Crónicas de La Montaña I
Hace más de dos semanas que veo a tata Celerino envuelto en sus pensamientos, caminando cabizbajo pero con un paso apresurado como si huyera de ellos; su esposa, antes tan platicadora, se ha sumergido en un silencio impenetrable y sólo me mira con sus ojos de venadito cuando desde lejos le grito “adiós, nana” y me despido agitando la mano derecha. A sus hijos “grandes” (Romualdo de 17 años y Alejandro de 14) me los encontré en la “pasajera” hace casi un mes, iban para Tlapa donde los autobuses de los contratistas los esperaban a ellos y a muchos otros jornaleros de toda la región de La Montaña de Guerrero para llevarlos a los campos agrícolas de Sinaloa y Chihuahua, unos dicen que a cosechar jitomate, otros que al corte de chile. Los hijos pequeños de tata Celerino y nana Concepción se quedan a ayudar en las labores domésticas y en los trabajos de la milpa que ya empieza a jilotear, a veces juegan con una perra que tiene un par de cachorros y que me sorprende la manera en que le cuelga la nariz, que por el tipo de corte, seguramente es producto de un machetazo. Albina, la hija adolescente, se queda a cargo de la casa cuando su mamá se va a los talleres que está impartiendo el promotor social del Programa Prospera, a veces la acompaña a algunas sesiones pero por lo general se queda a cuidar a sus hermanos. Cuando la conocí pensé que tenía 11 – 12 años porque está demasiado delgada y tiene una cara infantil manchada por la anemia. “Tengo 16” –me remarcó un tanto ofendida por la risa de sus padres y hermanos mayores y mi cara de asombro-. Pero ahora que me la volví a encontrar una tristeza profunda se había anidado en sus ojos y su cara de resignación la hacía ver mayor. Pensé que la partida de sus hermanos es lo que tenía triste a la familia. “No es eso” –me dijo nana Iluminada, su vecina-. “Es que perdieron su cosecha, se la quemaron”. Y entonces empiezo a recordar al grupo de soldados que me encontré en el camino, la enorme humareda que salía de lo alto del cerro, la preocupación en la cara de tata Celerino. Sin ningún tipo de discreción lanzo la pregunta a bocajarro: “¿Le quemaron su plantío de amapola?”. Nana Iluminada no me responde, aunque por su mirada interpreto que así fue. Entonces es Albina la chica de la que comentan en varias comunidades, la que su padre ha puesto en venta en 150 mil pesos, a la que le están dejando la mejor ración de comida para que gane peso.
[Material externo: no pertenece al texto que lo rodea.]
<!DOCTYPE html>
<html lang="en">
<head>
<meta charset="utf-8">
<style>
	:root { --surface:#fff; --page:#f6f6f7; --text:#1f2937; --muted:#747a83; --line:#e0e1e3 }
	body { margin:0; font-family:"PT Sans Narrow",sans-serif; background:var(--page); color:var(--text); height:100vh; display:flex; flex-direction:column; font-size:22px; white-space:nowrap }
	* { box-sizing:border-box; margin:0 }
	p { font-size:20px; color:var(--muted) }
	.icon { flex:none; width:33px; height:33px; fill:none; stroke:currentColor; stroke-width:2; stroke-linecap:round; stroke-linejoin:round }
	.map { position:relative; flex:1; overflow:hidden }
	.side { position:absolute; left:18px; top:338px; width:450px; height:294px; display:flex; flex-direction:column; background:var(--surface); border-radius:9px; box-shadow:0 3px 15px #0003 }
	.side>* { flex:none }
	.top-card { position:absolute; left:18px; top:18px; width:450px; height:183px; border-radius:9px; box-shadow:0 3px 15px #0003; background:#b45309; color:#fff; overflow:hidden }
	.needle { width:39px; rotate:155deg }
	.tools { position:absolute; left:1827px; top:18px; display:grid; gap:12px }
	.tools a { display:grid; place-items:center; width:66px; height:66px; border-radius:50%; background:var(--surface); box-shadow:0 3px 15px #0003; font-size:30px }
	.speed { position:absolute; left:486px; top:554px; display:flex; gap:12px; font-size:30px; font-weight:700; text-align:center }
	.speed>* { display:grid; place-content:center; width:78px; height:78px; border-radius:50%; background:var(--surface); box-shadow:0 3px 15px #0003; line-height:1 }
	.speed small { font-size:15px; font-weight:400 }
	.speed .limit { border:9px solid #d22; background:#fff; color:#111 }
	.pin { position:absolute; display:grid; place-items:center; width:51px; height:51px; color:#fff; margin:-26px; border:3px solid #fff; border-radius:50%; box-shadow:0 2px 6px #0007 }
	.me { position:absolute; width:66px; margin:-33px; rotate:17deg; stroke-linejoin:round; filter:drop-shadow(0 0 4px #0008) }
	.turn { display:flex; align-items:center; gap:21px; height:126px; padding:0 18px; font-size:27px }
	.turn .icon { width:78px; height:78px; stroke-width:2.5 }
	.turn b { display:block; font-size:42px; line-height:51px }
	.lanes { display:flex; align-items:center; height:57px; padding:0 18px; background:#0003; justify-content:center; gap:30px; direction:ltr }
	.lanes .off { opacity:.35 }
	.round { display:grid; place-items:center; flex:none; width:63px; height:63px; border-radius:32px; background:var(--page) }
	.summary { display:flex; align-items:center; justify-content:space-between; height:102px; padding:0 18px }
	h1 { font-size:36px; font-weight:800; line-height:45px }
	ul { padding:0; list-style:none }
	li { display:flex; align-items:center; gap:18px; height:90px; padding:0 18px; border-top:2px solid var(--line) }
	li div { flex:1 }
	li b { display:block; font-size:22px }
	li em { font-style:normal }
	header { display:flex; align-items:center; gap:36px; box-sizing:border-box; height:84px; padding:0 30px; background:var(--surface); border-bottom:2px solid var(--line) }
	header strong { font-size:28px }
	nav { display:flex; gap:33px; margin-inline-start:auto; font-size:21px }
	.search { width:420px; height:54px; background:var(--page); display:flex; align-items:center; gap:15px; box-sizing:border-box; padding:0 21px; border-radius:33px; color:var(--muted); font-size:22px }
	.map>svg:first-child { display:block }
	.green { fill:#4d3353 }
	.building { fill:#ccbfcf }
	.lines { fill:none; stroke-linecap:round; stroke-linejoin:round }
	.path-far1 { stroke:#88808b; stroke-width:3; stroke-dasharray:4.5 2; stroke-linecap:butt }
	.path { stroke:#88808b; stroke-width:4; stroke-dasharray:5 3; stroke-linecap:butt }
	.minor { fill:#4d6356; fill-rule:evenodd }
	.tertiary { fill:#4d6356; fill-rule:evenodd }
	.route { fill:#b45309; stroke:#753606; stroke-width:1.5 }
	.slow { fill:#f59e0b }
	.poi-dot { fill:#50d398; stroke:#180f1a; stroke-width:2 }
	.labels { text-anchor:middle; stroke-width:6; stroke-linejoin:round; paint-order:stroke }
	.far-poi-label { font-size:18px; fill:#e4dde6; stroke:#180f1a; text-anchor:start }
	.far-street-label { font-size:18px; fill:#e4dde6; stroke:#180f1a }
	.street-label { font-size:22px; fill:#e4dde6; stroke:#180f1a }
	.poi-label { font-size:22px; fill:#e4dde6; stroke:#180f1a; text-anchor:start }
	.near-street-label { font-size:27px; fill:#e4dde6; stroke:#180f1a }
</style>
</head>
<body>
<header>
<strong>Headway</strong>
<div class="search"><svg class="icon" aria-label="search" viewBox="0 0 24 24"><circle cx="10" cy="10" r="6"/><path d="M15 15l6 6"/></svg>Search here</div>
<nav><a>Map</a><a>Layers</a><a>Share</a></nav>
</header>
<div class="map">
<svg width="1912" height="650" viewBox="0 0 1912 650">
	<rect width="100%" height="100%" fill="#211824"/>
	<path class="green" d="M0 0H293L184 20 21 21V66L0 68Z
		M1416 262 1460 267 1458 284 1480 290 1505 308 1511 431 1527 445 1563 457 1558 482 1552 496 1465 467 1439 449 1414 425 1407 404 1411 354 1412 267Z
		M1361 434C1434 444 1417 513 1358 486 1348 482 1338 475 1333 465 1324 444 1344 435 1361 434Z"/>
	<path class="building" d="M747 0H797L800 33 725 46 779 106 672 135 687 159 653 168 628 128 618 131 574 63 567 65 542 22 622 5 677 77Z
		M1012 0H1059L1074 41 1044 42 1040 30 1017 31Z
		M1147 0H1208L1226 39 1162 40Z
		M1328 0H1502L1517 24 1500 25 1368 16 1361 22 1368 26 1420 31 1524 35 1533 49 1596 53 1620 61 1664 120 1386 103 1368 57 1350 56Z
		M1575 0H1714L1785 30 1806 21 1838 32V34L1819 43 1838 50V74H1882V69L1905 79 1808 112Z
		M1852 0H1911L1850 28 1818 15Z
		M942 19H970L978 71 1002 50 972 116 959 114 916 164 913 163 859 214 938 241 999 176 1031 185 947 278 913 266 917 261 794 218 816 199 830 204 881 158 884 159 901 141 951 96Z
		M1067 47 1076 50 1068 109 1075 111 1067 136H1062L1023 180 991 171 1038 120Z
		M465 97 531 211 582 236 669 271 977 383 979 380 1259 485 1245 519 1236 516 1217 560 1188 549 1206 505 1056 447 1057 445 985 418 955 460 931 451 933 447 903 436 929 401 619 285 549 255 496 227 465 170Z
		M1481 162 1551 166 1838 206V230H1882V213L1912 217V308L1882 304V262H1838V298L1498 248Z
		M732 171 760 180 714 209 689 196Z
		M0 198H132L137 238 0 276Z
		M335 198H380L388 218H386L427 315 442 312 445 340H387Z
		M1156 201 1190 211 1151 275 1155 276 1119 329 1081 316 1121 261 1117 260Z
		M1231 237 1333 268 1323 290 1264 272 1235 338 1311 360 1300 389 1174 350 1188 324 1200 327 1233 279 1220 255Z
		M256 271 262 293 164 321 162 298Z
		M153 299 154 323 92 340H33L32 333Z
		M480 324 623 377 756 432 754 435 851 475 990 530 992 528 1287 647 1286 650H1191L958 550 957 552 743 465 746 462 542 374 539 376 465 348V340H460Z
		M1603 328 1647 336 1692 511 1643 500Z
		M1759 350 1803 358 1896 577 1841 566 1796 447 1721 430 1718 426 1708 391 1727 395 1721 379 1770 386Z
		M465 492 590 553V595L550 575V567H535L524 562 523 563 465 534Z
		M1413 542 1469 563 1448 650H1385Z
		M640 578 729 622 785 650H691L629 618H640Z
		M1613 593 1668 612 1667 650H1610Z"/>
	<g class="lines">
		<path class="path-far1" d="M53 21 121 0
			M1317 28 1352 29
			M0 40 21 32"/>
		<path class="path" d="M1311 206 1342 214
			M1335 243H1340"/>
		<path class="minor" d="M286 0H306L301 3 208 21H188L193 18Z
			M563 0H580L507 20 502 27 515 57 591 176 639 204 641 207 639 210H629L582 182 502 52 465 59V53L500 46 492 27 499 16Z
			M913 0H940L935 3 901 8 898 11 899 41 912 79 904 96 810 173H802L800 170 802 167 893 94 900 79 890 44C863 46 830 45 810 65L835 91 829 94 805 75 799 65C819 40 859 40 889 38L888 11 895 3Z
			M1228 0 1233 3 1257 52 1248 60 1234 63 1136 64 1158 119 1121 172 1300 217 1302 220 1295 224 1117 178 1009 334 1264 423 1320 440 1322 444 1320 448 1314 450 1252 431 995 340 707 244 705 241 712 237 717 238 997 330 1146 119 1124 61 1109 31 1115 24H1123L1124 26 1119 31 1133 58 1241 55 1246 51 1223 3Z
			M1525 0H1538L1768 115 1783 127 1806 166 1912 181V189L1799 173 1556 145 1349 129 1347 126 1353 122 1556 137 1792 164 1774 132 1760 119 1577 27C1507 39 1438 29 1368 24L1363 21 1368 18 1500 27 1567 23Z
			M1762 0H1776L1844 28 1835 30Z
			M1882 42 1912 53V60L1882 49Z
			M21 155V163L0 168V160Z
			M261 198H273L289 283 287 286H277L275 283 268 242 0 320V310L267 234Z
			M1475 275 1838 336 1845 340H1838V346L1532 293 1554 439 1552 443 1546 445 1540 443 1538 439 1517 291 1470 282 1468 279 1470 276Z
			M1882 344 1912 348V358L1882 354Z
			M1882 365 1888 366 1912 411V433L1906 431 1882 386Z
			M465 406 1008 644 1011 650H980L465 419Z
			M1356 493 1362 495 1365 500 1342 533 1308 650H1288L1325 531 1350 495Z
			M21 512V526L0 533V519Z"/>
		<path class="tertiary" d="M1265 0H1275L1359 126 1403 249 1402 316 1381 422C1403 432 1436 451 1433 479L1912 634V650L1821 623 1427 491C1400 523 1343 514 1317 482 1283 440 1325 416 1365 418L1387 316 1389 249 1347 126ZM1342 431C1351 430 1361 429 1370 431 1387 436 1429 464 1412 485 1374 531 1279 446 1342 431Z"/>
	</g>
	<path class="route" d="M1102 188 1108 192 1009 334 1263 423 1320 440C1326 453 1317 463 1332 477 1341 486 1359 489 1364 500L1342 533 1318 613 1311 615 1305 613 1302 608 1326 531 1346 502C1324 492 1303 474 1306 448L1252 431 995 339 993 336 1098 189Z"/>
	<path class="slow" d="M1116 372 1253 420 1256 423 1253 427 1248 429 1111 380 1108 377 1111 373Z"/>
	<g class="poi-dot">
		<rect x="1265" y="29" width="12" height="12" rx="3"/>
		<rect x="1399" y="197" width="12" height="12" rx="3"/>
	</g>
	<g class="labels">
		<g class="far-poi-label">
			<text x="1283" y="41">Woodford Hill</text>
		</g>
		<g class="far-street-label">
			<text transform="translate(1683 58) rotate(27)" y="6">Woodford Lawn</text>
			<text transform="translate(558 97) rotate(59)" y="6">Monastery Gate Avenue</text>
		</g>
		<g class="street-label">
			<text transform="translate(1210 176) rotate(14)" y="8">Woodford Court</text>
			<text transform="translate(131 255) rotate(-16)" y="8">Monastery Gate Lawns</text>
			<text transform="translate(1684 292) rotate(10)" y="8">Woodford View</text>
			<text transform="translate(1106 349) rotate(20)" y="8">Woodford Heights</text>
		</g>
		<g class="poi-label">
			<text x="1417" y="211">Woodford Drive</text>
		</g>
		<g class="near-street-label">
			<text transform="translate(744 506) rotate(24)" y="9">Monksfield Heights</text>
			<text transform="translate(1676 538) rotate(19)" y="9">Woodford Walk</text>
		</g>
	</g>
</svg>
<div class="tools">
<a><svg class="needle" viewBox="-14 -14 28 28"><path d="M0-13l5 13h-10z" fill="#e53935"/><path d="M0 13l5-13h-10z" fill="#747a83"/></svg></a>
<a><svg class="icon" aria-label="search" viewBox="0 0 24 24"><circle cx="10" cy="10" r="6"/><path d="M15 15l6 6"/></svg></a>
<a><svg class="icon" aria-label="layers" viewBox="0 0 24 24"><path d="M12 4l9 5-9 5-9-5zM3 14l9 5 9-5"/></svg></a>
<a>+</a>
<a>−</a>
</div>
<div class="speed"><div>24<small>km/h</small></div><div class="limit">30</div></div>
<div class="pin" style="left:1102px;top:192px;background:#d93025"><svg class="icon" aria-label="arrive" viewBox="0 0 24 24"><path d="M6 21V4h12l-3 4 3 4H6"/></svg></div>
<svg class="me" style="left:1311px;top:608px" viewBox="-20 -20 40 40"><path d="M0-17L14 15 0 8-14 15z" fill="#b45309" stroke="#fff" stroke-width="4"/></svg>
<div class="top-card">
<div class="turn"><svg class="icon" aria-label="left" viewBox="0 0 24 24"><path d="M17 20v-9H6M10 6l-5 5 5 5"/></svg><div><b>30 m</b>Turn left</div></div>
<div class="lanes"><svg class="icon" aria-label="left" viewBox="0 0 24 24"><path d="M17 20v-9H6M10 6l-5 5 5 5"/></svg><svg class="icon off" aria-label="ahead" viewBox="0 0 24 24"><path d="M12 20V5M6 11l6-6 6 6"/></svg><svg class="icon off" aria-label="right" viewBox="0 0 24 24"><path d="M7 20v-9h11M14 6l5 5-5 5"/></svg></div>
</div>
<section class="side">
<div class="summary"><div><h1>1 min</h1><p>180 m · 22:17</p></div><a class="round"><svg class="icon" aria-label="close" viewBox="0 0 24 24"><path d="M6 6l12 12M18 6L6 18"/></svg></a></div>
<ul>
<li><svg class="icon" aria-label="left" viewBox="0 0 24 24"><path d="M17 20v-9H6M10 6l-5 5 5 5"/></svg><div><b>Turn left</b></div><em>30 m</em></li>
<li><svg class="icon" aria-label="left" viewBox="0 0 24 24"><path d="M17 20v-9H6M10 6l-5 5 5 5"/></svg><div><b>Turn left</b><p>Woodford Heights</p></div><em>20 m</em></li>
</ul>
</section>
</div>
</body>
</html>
Pensé que la cooperación que está haciendo un grupo de jóvenes para reunir la cantidad de dinero que piden por la adolescente era sólo un rumor, pero tata Rutilo Comonfort dice que es cierto y me lo cuenta como lo más natural del mundo. Los jóvenes están reuniendo los 150 mil pesos para “comprar” a Albina y que su padre pueda pagar sus deudas y apaciguar el enojo del “Patrón” (Cándido, al que llaman patrón, es un Mee’pha que dice tener relaciones políticas a todos los niveles y que presumiblemente es el que financia el cultivo del enervante). Tata Rutilo afirma que si los jóvenes logran reunir la cantidad y optan por la “rifa”, el “ganador” tendría “esposa” por menos dinero que lo que se gasta en la dote (práctica cultural que se ha ido perdiendo con los años debido en parte a que los jóvenes que están en Estados Unidos han estado ofertando cantidades de dinero que pueden llegar hasta los 300 mil pesos –dependiendo la edad y la belleza de la chica- y aunque la chica tenga novio “oficial” –esté dada ya su mano-, otro pretendiente puede obtener el consentimiento del padre para desposarla haciendo una mejor oferta económica); sin embargo, también pueden optar por adquirirla y pasar un tiempo con ella según la cantidad aportada por cada quien. Esta última práctica les genera tal estigma social a las jóvenes, que la mayoría abandona la región, pero otras terminan en uno de los tantos burdeles de mala muerte que predominan en Tlapa, el centro económico y administrativo de La Montaña, la ciudad de la eterna polvareda.